Marvel’s latest superhero film Doctor Strange hits cinemas today, and as usual these days the movie comes blessed with some extra scenes hidden in the middle of and at the end of the credits that hint at future crossovers and sequels.
We’re about to drill into those mid-and-post credits scenes now, so if you haven’t seen the film yet or don’t want to know what happens look away now – because half the fun of magic is seeing the trick be performed, right?
Still here, ready to open your mind? OK then – read on at your own risk.
In the first extra scene, which pops up halfway through the credits, we see Benedict Cumberbatch’s Doctor Strange take a meeting with a familiar figure – Chris Hemsworth’s Avenger Thor, apparently on the hunt for his father Odin (Anthony Hopkins) with his brother Loki (Tom Hiddleston).
Offering Thor tea (before magically transforming it into a refilling beer glass instead), Strange says: “I keep a watchlist of individuals and beings from other realms, that may be a threat to this world. Your adopted brother Loki is one of those beings. So…why bring him here to New York?”
Chris Hemsworth, Tom Hiddleston and director Taika Waititi on the set of Thor: Ragnarok
“It’s a bit of a long story,” Thor explains. “Family drama, that kind of thing. We’re looking for my father.”
“Oh, OK,” Strange replies, “so if you found Odin, you’d all adjourn to Asgard, promptly?”
“Oh yes, promptly.”
Strange’s response? “Right. Allow me to help you.”
Yep, that’s right – it looks like Doctor Strange is going to appear in upcoming threequel Thor: Ragnarok next year and help the Norse brothers in their quest for a big Asgardian family reunion, with this scene possibly even cut directly from that film (as was the case for a similar teaser at the end of Ant-Man).
This isn’t such a complete surprise, as Chris Hemsworth was recently pictured on the set of the upcoming film with a note of Strange's address (above right), but it’s good to have this crossover more officially confirmed so that we can get TRULY excited about a Strange/Loki team-up. Hiddleston and Cumberbatch, together (again) at last!
The next extra scene, by contrast, seems more concerned with setting up Doctor Strange’s own sequels, as sorcerer Mordo (Chiwetel Ejiofor) reveals his nasty side.
You see, despite being a friend and ally to Doctor Strange throughout the new film, towards the end Mordo becomes disillusioned by Strange and The Ancient One’s lack of respect for the natural laws of reality, breaking off to rethink his priorities once the battle with Kaecilius (Mads Mikkelsen) is completed.
And in this post-credits scene it seems like those priorities have been thoroughly rethought, with Mordo confronting Pangborn (Benjamin Bratt), a man who learned magic to heal his spine and other injuries and who directed Strange to the Ancient One earlier in the film.
“I’ve been away for many months now, and I’ve had a revelation,” Mordo mutters menacingly. “The true purpose of a sorcerer is to twist things out of their proper state. Stealing power. Perverting nature. Like you.”

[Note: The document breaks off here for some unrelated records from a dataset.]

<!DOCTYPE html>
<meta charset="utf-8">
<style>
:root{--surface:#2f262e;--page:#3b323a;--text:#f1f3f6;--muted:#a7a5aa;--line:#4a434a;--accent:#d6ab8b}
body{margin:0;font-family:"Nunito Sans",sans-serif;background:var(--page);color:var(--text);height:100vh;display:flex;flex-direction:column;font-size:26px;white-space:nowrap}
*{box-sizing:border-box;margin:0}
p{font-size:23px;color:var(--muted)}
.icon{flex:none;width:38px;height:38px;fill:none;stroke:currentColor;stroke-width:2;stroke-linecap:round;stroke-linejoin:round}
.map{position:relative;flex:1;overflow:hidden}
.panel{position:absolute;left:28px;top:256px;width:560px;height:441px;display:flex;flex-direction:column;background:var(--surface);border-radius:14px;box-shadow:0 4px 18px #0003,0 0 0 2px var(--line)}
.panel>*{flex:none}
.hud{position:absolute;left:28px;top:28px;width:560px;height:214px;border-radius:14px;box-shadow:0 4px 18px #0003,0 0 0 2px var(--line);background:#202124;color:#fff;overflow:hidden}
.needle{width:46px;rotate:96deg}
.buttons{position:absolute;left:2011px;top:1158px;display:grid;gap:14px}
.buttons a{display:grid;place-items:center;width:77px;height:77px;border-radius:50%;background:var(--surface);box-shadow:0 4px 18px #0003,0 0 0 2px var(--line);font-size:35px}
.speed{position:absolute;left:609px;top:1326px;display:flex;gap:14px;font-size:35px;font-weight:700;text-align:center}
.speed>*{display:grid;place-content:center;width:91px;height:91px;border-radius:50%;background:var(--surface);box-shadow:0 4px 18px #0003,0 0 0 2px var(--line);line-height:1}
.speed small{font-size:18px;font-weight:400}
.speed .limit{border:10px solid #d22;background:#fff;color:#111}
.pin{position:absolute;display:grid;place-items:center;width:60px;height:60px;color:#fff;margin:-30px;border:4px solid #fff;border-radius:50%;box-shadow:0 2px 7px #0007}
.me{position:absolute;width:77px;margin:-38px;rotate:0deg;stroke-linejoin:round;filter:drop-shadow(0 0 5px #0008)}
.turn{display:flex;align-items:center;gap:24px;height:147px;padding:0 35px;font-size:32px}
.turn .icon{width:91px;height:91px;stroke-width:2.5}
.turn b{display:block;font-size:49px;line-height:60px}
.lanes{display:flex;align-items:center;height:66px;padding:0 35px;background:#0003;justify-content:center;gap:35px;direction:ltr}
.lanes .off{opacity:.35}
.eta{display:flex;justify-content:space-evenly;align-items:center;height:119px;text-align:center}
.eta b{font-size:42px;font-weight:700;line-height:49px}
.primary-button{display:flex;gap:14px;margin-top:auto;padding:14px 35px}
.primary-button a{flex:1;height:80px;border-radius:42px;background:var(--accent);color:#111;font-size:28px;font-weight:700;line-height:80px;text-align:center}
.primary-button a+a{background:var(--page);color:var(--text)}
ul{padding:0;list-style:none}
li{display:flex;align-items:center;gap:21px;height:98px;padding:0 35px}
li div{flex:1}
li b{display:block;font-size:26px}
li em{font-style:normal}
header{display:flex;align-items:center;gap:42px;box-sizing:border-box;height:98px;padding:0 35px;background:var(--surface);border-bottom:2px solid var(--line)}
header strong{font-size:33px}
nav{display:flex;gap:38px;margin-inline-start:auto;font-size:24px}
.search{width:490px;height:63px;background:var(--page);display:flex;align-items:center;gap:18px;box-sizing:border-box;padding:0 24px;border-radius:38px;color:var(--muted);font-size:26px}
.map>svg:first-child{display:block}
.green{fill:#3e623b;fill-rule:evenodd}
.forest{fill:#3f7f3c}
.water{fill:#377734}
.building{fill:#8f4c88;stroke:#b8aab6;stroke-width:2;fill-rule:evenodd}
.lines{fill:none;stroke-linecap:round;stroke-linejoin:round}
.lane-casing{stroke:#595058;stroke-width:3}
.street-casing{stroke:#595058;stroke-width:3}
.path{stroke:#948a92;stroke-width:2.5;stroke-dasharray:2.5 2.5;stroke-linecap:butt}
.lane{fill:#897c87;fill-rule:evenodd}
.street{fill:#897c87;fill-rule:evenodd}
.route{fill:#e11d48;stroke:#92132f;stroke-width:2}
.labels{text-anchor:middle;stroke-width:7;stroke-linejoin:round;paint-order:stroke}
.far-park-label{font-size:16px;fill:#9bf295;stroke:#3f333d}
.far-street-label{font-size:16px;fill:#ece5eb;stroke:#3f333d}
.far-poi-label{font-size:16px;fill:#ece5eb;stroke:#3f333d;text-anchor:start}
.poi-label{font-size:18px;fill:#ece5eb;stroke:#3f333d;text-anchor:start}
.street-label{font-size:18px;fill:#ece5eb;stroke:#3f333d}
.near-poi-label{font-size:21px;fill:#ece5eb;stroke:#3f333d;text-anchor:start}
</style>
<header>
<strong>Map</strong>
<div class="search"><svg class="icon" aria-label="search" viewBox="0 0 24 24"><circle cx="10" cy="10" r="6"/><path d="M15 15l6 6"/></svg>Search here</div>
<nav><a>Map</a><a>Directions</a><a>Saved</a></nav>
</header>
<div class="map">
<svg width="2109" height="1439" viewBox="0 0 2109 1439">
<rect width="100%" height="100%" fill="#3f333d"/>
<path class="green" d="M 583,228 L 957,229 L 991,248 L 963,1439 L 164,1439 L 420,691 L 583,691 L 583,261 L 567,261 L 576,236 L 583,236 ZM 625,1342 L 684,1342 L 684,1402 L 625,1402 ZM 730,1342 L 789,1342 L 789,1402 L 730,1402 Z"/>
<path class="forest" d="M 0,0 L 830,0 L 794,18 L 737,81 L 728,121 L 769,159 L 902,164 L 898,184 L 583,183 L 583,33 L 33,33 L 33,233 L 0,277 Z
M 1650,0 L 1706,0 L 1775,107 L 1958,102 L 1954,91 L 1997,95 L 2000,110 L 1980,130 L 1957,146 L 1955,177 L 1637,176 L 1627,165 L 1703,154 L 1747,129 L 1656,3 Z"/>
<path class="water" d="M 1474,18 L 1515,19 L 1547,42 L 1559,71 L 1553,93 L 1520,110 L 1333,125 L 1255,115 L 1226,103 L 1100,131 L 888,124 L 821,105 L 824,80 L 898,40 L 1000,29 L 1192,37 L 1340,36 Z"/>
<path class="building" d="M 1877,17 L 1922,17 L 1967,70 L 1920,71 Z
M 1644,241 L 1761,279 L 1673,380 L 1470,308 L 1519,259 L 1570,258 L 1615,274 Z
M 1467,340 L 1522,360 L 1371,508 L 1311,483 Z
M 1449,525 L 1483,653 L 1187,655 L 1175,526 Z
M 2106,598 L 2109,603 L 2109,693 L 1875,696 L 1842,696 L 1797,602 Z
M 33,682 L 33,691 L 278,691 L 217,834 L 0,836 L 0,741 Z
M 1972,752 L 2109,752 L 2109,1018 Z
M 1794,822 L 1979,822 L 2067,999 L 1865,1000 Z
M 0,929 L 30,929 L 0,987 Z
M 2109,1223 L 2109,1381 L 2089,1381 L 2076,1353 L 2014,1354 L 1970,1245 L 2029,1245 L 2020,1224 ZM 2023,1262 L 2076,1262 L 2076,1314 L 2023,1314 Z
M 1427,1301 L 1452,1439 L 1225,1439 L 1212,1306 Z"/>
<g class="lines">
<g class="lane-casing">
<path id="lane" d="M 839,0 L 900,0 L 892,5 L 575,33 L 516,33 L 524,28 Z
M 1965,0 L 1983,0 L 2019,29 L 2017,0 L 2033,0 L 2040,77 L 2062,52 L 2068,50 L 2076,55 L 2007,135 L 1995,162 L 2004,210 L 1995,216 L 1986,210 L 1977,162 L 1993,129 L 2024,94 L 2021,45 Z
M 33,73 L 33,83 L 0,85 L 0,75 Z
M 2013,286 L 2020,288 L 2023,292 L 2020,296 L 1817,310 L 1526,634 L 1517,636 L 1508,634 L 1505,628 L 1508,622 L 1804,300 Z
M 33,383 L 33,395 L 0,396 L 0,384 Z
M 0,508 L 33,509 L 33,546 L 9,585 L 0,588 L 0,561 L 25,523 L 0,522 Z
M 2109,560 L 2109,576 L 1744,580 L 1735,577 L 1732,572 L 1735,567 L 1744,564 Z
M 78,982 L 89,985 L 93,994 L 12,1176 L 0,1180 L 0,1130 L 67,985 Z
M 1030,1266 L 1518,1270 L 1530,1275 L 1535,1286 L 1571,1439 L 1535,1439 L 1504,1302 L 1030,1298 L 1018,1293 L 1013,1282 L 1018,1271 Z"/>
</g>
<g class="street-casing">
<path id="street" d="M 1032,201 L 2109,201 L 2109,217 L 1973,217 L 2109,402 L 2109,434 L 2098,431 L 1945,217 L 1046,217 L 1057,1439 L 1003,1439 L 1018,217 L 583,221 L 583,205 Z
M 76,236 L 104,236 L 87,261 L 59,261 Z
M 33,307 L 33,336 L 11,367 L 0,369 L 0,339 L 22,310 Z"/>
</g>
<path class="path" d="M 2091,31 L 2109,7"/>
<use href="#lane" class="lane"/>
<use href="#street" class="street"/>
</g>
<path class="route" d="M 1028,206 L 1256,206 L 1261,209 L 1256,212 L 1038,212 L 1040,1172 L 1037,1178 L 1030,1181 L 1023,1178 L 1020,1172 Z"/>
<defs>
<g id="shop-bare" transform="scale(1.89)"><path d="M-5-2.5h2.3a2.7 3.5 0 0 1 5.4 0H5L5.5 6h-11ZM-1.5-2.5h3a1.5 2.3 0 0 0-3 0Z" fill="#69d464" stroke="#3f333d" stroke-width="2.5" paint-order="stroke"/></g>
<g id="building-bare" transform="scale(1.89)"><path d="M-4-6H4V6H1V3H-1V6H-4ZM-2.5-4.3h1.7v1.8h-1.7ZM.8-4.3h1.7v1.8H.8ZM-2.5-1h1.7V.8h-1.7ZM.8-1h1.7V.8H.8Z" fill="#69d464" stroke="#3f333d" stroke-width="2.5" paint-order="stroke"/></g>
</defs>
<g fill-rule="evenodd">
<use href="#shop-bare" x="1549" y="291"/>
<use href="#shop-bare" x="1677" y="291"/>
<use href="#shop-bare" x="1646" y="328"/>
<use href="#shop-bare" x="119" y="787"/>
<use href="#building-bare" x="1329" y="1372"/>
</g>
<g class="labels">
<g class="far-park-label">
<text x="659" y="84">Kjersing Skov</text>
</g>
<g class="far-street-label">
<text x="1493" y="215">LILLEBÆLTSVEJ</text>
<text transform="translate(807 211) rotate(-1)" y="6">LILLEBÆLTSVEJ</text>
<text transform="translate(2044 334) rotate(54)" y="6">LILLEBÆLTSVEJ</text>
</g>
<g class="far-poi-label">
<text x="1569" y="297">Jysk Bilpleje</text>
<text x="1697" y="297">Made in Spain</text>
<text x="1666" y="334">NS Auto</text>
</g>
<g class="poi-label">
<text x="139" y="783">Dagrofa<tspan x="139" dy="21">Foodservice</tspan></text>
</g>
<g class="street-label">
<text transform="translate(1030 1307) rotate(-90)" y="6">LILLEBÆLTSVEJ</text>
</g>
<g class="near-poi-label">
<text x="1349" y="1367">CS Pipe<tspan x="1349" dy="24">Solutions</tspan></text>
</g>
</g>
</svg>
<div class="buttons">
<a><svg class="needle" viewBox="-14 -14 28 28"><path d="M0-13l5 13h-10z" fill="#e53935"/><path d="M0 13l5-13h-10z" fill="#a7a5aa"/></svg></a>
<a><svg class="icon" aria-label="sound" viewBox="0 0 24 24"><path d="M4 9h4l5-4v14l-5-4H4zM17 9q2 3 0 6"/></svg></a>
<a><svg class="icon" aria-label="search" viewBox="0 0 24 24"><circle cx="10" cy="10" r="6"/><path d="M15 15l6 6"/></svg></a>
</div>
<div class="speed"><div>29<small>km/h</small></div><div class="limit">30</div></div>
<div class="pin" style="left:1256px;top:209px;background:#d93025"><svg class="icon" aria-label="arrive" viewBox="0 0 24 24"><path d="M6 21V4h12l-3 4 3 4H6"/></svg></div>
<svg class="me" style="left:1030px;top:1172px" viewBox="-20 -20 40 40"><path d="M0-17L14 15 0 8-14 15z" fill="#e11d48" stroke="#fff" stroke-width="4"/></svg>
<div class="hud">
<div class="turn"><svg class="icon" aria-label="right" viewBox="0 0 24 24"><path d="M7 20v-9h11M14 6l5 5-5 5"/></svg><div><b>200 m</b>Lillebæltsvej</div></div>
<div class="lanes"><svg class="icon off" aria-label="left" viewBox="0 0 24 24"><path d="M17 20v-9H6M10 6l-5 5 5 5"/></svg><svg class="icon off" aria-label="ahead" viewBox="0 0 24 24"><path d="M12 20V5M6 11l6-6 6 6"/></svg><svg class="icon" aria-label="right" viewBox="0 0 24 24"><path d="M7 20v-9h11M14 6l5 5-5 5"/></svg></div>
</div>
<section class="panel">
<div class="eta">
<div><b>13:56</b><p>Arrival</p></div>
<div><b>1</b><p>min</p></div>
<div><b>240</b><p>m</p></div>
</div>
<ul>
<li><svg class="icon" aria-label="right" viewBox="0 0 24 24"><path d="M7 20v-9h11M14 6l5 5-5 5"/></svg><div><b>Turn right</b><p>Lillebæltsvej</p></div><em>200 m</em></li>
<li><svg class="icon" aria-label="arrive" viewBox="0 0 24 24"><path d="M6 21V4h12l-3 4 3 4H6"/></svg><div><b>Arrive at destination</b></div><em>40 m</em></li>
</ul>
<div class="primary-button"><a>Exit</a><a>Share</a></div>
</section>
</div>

Accordingly, Mordo then removes Pangborn’s power and re-paralyses him, revealing that he sees “at long last what is wrong with the world – too many sorcerors,” suggesting he’ll be making more de-powering trips in the near future. No prizes for guessing who he’ll be after next, possibly in Doctor Strange 2…
Of course, to many fans this twist won’t be too much of a surprise, as in the original comics Doctor Strange is based on Mordo was a villain from the off. In fact, much of the story of baddie Kaecilius in the new movie seems to have been lifted from the comics version of Mordo, who was a student of The Ancient One before plotting to kill him (the film version is a woman played by Tilda Swinton) and who also made deals with various demons to gain extra power and defeat Doctor Strange.
Later, Mordo (in the comics called BARON Mordo) even made a deal with extradimensional baddie Dormammu just as Kaecilius does in the film, though as with all his other schemes to kill Strange this failed.
In the end, it seems like the only comic-book characteristic the film kept for Ejiofor’s version of Mordo was the potential for villainy, if not the same reasons behind it (comics Mordo just wanted power, as opposed to any sort of order). Well, that and the verdant dress sense.